No doubt, many will read this and have a reflex one way or the other. Some, likely many, will say that drawing such lines of what is too severe of a disability is exactly the arbitrary process that critics have of prenatal testing, since many views of the disabled are out-dated, based on a lack of exposure to the modern life lived by those with the condition, and systematically skewed by a disability-averse society and medical culture in which prenatal testing is administered. The reverse reflex position is that those who put their faith entirely in nature running its course may very likely be condemning their child and themselves to a life of suffering, which is equally blame-worthy, and that no one can truly say what they would do until they find themselves confronted with having to make that decision. Again, these are commonly expressed positions, but that is not what I think the value is of this study.

Instead, what I find informative about this study is the insight it provides into the actual experience of those undergoing prenatal testing. It reveals some of the concerns and factors considered when deciding whether to accept or decline testing and the decisions that follow therefrom. It demonstrates that for many, appeals to nature will be of no persuasive value (and very likely will only turn off a patient trying to make a decision based on their own world view). It does not, and should not, matter if you believe that their world view is wrong–that is not going to change their view in the relatively short window of time in which prenatal testing is administered. Instead, the study counsels towards meeting patients where they are, not where you are; addressing their concerns, not making points to advance your argument; and, if they have concerns about the severity of a condition, providing them accurate information and referral to available support systems and organizations so that when they make their decision, it is based on an accurate assessment of the severity and perceived burden of raising their child.

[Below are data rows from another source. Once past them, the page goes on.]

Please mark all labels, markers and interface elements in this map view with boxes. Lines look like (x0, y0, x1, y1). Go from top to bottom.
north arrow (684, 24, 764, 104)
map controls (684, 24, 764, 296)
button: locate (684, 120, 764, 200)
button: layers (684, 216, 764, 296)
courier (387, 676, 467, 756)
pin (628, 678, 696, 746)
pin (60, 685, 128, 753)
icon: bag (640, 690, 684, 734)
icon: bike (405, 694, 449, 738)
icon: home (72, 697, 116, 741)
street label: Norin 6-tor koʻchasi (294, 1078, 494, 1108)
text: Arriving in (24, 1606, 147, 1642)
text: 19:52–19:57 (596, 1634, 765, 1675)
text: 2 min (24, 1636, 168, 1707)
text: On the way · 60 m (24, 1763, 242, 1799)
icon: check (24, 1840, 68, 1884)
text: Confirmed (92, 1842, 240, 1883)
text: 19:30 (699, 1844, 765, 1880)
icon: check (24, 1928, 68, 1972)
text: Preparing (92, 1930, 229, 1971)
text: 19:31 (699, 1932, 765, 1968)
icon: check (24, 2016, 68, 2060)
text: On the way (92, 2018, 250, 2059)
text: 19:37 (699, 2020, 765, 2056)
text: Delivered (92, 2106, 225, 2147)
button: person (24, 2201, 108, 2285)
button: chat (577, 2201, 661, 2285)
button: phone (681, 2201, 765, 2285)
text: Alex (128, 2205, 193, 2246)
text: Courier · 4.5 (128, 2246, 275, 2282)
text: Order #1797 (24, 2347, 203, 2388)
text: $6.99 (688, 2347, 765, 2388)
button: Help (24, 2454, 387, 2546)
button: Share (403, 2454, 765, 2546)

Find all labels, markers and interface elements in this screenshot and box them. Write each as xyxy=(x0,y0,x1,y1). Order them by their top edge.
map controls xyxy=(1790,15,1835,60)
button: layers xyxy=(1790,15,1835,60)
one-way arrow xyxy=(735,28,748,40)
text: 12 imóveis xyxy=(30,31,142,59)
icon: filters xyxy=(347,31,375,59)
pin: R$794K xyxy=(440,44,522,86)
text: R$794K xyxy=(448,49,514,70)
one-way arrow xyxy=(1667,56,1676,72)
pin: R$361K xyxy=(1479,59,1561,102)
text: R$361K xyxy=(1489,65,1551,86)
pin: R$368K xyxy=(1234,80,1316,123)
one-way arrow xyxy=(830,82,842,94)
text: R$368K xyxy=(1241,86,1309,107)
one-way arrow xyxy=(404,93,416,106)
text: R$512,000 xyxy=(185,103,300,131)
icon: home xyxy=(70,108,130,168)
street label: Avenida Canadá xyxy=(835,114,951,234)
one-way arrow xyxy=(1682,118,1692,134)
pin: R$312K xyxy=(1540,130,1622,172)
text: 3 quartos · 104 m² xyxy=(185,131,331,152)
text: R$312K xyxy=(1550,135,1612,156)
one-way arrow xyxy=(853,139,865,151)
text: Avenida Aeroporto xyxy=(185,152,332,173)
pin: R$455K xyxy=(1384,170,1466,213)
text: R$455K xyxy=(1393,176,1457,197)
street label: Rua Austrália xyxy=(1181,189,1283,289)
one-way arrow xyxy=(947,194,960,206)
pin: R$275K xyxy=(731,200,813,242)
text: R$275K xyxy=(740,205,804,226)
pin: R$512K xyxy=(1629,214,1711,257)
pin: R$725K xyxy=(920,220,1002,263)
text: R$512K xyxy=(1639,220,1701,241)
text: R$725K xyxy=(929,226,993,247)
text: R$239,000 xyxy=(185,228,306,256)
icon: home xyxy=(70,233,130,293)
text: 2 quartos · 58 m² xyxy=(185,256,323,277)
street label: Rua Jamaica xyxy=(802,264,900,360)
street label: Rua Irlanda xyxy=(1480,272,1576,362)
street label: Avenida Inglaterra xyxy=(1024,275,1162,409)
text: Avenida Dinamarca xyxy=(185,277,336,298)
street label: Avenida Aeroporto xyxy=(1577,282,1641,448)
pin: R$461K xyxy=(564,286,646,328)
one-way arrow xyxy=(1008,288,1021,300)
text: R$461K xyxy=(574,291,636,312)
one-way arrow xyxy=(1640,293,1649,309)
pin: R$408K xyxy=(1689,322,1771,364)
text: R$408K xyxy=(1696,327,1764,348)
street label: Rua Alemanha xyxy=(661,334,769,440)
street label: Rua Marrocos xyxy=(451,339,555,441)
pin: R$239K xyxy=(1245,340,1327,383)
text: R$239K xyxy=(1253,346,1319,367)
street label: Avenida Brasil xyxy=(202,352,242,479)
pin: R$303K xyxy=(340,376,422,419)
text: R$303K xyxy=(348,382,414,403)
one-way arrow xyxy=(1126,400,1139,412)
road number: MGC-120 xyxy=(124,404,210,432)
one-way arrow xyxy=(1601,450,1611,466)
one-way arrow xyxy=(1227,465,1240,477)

Question: for those who believe in the second view, that mankind should bend nature to its will to maximize human flourishing, what should be shared about Down syndrome following a prenatal test result?


  1. Nina Fuller says:

    Accurate, i.e. factual and current information, both from medical and social sources, should be considered in determining the best outcome in decision-making. If outdated myths are still considered, faulty reasoning may result in unfounded fear, which then leads to an unnecessary and tragic result. It is vital that patients receive from their trusted medical professionals information on Down syndrome that is factual and not outdated. Information should also include referrals to local groups that focus on serving those with Down syndrome and their families.